*WORK ITEM*
The lines from the start of the data through the line with "filter:drop-shadow(0 0 2px" are to be returned verbatim; all later lines are to be omitted.

[Stored data]
- - -

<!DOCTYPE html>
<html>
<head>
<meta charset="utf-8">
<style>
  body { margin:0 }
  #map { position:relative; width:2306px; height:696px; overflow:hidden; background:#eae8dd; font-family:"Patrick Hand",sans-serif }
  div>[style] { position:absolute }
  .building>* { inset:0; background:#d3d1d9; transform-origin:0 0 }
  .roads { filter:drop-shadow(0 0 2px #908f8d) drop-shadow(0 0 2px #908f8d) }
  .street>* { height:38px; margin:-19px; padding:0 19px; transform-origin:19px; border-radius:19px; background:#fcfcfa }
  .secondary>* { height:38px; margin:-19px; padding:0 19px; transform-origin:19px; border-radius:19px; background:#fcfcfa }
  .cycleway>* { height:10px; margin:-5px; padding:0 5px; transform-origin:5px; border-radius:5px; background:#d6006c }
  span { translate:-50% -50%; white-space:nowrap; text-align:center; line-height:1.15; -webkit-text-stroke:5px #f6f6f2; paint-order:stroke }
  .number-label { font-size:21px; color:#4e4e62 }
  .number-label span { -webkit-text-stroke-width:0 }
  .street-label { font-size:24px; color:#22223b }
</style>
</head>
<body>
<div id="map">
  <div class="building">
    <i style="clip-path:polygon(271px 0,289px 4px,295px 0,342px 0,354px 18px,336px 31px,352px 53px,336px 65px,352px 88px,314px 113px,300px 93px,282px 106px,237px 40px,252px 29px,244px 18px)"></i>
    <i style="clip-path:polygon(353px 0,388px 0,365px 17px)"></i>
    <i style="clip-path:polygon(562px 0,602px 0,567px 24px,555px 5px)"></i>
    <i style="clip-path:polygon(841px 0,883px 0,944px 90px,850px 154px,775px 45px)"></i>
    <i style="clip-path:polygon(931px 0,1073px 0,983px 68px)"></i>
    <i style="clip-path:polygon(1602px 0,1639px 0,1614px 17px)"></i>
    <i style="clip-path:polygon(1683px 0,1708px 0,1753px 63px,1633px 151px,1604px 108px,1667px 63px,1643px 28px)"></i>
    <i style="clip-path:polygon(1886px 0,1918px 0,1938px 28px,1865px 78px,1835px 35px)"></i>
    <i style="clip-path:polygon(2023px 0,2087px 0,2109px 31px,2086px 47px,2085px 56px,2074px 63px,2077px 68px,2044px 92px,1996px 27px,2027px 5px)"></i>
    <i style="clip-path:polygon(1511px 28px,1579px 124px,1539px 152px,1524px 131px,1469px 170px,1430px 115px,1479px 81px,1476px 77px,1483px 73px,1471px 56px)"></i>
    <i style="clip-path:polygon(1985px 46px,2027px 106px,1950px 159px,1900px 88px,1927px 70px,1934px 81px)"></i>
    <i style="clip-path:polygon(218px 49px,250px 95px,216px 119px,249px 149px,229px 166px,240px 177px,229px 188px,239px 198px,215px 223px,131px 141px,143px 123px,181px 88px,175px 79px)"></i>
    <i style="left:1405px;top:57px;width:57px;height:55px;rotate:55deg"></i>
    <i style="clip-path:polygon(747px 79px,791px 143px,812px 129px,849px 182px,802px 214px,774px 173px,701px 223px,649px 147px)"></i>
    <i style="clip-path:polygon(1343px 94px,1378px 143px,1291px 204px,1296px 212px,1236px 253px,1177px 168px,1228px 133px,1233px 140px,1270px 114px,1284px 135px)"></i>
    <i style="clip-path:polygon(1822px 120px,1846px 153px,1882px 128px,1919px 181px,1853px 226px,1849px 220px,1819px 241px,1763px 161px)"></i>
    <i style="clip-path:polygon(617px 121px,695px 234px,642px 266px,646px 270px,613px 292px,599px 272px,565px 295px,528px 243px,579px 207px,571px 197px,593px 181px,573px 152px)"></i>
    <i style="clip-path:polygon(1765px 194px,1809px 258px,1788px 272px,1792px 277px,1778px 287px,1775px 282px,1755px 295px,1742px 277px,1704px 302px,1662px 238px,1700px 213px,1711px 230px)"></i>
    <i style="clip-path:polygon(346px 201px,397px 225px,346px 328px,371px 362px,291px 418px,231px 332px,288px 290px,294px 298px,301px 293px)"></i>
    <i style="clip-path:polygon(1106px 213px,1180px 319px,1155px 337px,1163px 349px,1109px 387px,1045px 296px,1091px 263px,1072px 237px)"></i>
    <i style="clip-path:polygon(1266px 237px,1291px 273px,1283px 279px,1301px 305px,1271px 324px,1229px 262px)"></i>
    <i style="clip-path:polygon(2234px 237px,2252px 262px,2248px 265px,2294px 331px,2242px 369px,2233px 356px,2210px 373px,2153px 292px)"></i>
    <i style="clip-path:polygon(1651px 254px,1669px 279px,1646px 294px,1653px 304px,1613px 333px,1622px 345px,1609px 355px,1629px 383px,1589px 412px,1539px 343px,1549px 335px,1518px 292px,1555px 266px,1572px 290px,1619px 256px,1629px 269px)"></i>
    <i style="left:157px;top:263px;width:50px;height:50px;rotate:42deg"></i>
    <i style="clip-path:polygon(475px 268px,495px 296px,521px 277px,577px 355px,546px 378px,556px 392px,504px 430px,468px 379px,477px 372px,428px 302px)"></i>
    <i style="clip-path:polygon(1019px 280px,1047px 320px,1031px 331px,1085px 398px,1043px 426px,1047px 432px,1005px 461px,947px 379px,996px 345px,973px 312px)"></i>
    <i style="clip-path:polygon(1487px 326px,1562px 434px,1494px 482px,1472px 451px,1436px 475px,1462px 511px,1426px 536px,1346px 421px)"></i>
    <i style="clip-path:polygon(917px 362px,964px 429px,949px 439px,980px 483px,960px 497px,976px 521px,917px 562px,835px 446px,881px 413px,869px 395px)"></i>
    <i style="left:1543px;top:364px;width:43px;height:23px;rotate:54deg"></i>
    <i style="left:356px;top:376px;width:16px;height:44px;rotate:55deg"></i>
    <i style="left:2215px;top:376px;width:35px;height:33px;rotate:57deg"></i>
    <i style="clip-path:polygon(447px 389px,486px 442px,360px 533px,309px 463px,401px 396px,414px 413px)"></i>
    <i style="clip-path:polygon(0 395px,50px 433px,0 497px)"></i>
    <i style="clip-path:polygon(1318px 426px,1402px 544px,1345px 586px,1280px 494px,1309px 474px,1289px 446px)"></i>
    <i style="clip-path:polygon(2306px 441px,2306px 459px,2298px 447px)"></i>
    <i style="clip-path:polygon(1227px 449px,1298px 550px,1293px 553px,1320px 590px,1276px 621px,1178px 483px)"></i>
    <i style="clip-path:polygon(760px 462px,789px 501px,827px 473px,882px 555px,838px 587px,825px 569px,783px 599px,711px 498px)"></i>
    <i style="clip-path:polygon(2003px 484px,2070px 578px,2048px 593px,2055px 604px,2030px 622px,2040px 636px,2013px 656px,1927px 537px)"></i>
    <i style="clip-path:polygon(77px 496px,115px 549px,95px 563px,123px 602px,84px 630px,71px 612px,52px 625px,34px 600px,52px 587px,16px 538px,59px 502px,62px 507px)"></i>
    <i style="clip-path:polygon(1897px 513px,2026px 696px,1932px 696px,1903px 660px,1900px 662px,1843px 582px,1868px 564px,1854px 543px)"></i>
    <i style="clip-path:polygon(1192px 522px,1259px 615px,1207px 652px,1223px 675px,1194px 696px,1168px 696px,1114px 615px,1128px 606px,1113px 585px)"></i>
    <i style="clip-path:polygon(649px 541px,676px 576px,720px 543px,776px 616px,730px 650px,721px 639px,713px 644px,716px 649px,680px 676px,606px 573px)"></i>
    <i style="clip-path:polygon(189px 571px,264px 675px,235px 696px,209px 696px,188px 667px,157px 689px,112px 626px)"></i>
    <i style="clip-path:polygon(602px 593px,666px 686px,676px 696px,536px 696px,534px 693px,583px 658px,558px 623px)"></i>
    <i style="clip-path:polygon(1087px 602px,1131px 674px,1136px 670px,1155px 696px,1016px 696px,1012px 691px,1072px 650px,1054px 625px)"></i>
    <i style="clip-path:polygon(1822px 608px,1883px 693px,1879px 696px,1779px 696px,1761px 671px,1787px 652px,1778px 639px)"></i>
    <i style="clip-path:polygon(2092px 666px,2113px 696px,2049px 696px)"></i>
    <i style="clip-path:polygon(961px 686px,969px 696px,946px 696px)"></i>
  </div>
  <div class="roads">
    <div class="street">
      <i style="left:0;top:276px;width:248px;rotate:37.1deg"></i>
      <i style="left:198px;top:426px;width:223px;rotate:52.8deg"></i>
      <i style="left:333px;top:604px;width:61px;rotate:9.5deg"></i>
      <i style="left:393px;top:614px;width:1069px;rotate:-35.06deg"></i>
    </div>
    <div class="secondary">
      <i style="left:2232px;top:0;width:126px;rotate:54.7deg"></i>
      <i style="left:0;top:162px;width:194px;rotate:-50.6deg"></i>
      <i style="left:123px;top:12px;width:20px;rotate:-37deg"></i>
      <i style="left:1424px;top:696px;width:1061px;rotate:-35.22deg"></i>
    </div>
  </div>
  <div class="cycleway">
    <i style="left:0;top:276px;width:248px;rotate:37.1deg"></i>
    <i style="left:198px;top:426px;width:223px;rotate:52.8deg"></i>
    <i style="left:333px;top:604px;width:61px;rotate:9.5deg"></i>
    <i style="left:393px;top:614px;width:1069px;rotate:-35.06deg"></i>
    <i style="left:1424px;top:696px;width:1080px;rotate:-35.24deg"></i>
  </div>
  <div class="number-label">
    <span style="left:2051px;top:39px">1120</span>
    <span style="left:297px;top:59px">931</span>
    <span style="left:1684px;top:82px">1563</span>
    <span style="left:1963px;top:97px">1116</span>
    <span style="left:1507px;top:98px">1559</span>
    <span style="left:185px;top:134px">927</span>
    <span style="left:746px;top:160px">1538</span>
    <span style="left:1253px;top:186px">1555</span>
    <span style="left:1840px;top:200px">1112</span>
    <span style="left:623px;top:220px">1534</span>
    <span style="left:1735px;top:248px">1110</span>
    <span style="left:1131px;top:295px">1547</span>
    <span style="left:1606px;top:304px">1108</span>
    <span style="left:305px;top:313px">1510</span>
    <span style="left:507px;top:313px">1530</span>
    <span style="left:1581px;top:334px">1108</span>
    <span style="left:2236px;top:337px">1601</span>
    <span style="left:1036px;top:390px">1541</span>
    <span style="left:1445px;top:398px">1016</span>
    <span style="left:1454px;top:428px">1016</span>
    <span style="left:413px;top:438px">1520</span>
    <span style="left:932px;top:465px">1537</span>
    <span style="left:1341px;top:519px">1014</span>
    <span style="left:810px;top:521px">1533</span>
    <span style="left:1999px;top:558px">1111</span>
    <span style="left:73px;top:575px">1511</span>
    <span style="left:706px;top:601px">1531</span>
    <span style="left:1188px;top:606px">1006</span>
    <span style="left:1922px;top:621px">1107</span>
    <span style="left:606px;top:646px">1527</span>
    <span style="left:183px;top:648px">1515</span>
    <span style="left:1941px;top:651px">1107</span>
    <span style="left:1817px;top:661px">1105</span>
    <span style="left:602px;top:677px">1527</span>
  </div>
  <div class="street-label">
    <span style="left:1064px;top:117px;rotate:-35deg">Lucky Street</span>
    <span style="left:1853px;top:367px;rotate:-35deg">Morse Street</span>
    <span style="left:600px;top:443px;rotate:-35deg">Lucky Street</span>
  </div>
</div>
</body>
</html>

- - -

*ANSWER FOR THE TASK*
<!DOCTYPE html>
<html>
<head>
<meta charset="utf-8">
<style>
  body { margin:0 }
  #map { position:relative; width:2306px; height:696px; overflow:hidden; background:#eae8dd; font-family:"Patrick Hand",sans-serif }
  div>[style] { position:absolute }
  .building>* { inset:0; background:#d3d1d9; transform-origin:0 0 }
  .roads { filter:drop-shadow(0 0 2px #908f8d) drop-shadow(0 0 2px #908f8d) }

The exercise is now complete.